Most of us have a typical kitchen routine: In the morning, we make breakfast, cleaning up any spills or stray crumbs as we go. If the cupboard is disorganized, we readjust containers so that we can easily locate the cereal and sugar tomorrow. We remove expired milk from the fridge, instinctively knowing that it’s not something we should keep.
It’s become a habit to take care of household hygiene, but what about data hygiene? In sales, good data hygiene is just as important as good hygiene in the kitchen.
What is data hygiene?
Data hygiene is the process of keeping sales data neat, up to date, and accurate via various practices. Sales data is anything that helps the sales team. This means information about the performance of sales reps, about the sales pipeline, and about prospects or current customers.
Letting stored data get unorganized or out of date is bad data hygiene and it can bode poorly for revenue. Mistakes can happen by accident during initial entry or when a change was made while updating records, and it’s easy to miss them.
Implementing good data hygiene habits enhances the productivity of sales and marketing teams.

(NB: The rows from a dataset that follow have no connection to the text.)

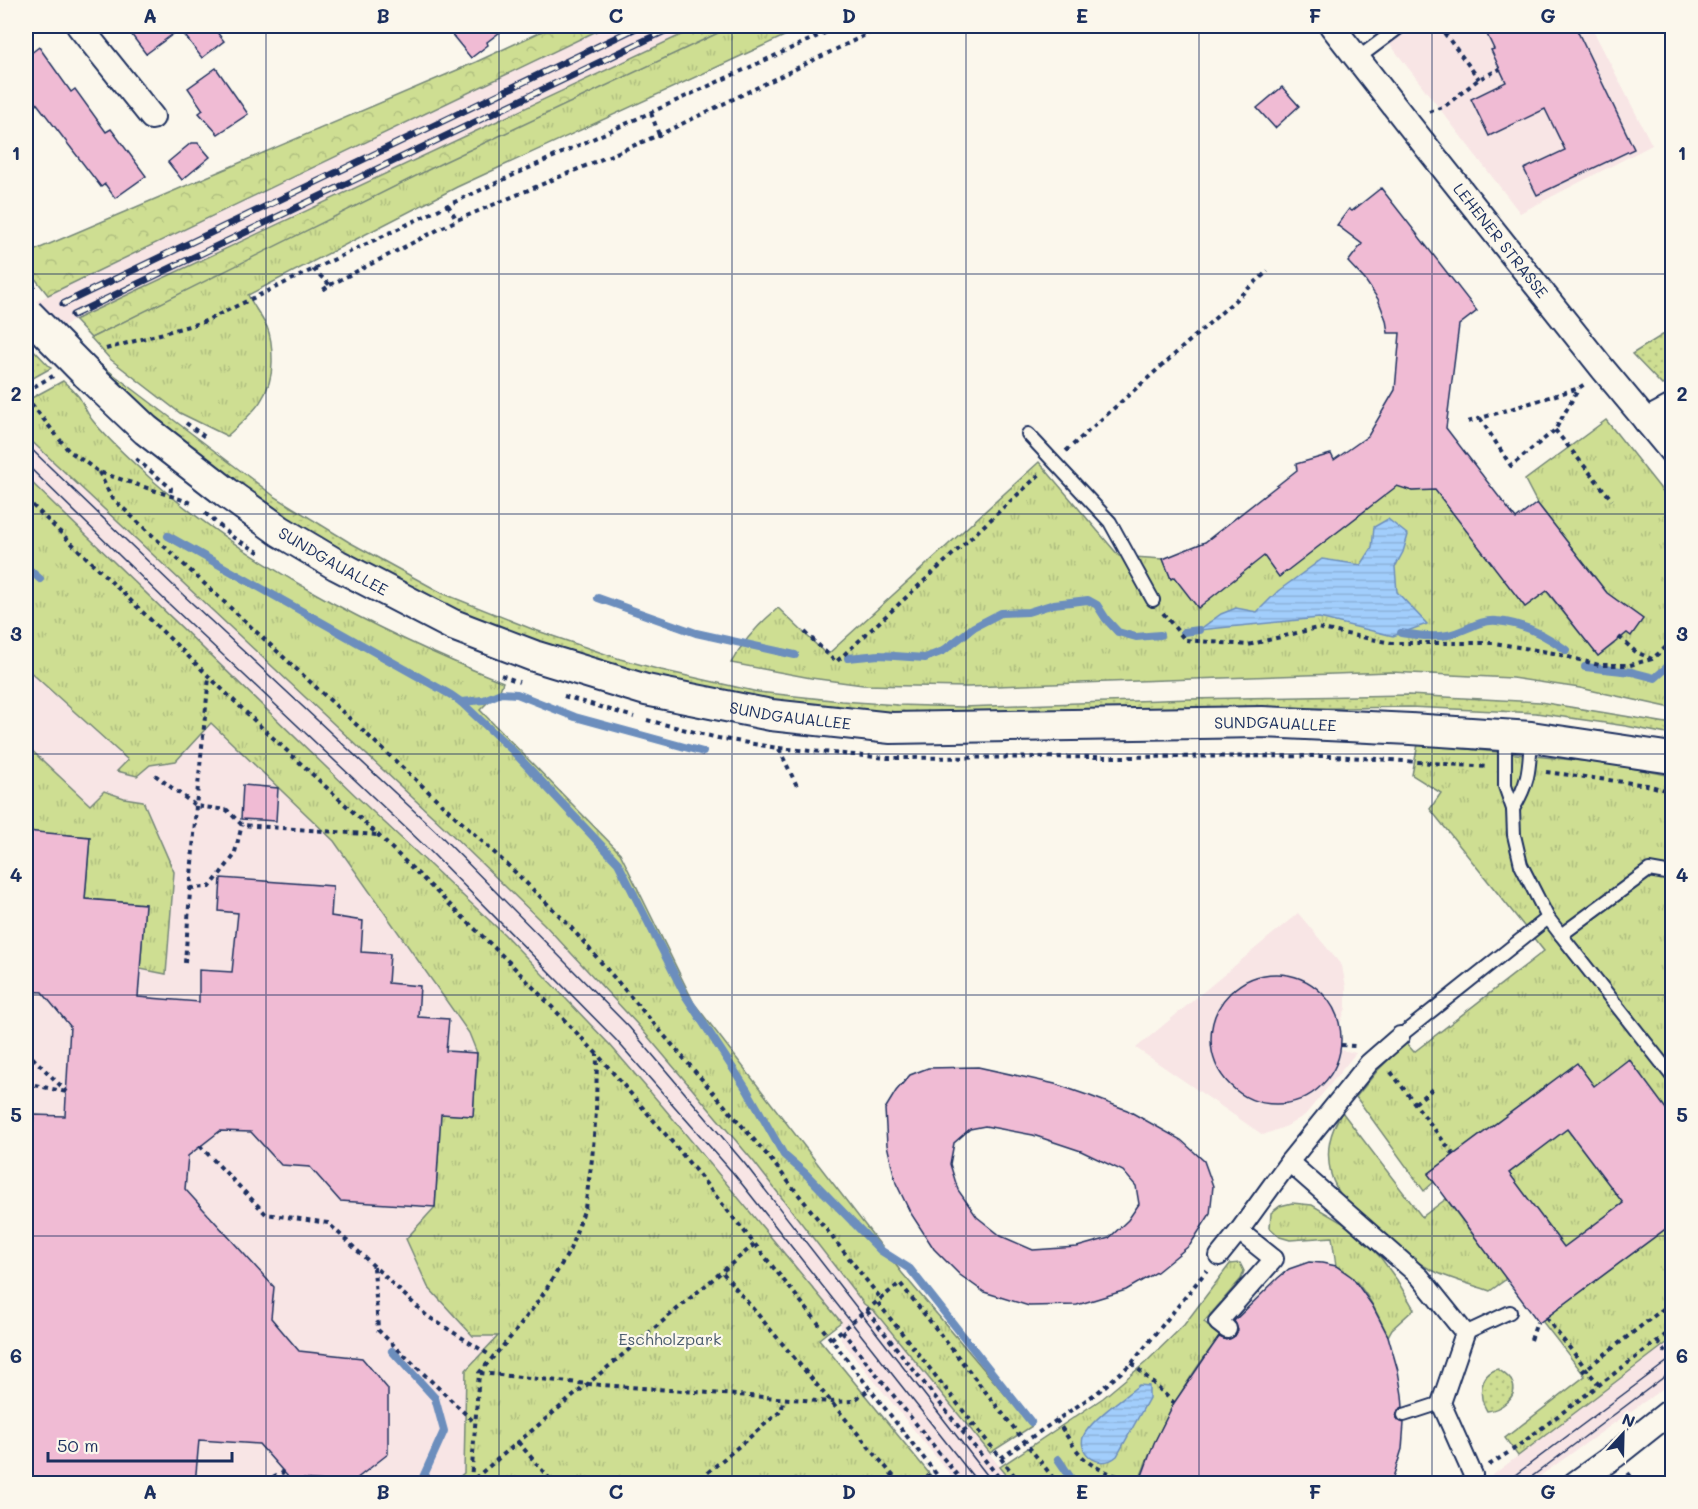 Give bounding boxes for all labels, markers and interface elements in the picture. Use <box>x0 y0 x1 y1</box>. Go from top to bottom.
text: A <box>143 2 157 28</box>
text: B <box>376 2 390 28</box>
text: C <box>609 2 624 28</box>
text: D <box>842 2 856 28</box>
text: E <box>1076 2 1088 28</box>
text: F <box>1309 2 1322 28</box>
text: G <box>1540 2 1556 28</box>
text: 1 <box>12 139 20 165</box>
text: 1 <box>1678 139 1686 165</box>
street label: LEHENER STRASSE <box>1449 178 1553 302</box>
text: 2 <box>10 380 22 406</box>
text: 2 <box>1676 380 1688 406</box>
street label: SUNDGAUALLEE <box>275 522 392 600</box>
text: 3 <box>10 620 22 646</box>
text: 3 <box>1676 620 1688 646</box>
street label: SUNDGAUALLEE <box>728 696 852 734</box>
street label: SUNDGAUALLEE <box>1214 711 1337 735</box>
text: 4 <box>10 861 23 887</box>
text: 4 <box>1676 861 1689 887</box>
text: 5 <box>10 1101 22 1127</box>
text: 5 <box>1676 1101 1688 1127</box>
park label: Eschholzpark <box>618 1328 722 1349</box>
text: 6 <box>10 1342 22 1368</box>
text: 6 <box>1676 1342 1688 1368</box>
north arrow <box>1593 1404 1653 1464</box>
text: N <box>1619 1408 1638 1432</box>
scale bar <box>48 1425 232 1463</box>
text: 50 m <box>57 1433 99 1457</box>
text: A <box>143 1478 157 1504</box>
text: B <box>376 1478 390 1504</box>
text: C <box>609 1478 624 1504</box>
text: D <box>842 1478 856 1504</box>
text: E <box>1076 1478 1088 1504</box>
text: F <box>1309 1478 1322 1504</box>
text: G <box>1540 1478 1556 1504</box>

Why is data hygiene important?
McKinsey reports that 53% of the world’s top performing companies use data to drive revenue. Businesses hoping to follow in their footsteps should ask themselves: What is the point in implementing big data if it’s the wrong data?
According to LinkedIn, these are the top five functions sales data is used for:
- Selecting accounts to target
- Selecting industries to target
- Assessing performance
- Selecting regions to target
- Identifying the buying committee
Poorly managed data means sales teams can’t carry out these duties to the best of their knowledge.
Data hygiene best practices
The first step in good data hygiene is recognizing how critical it is – and hooray! That’s one thing we can check off.
The rest of this should be practiced, too:
- Audit the data
Locate existing data. Make sure the system to record, store, and analyze it is working properly. Determine which data metrics are useful to the business and whether or not there’s dirty data – in other words, outdated or incorrect data – and adjust accordingly.
- Remove unneeded data
There’s such a thing as too much data. There’s no point in collecting or keeping data that won’t be useful for marketing or sales. This data might be customer names or contact info on official do-not-contact lists, underage consumers, or non-compliant data and should not be used or stored.
- Be detail oriented
Examine the small details of each entry. Formats for emails or abbreviations should be standardized across the database. Standardization improves legibility and makes errors more apparent.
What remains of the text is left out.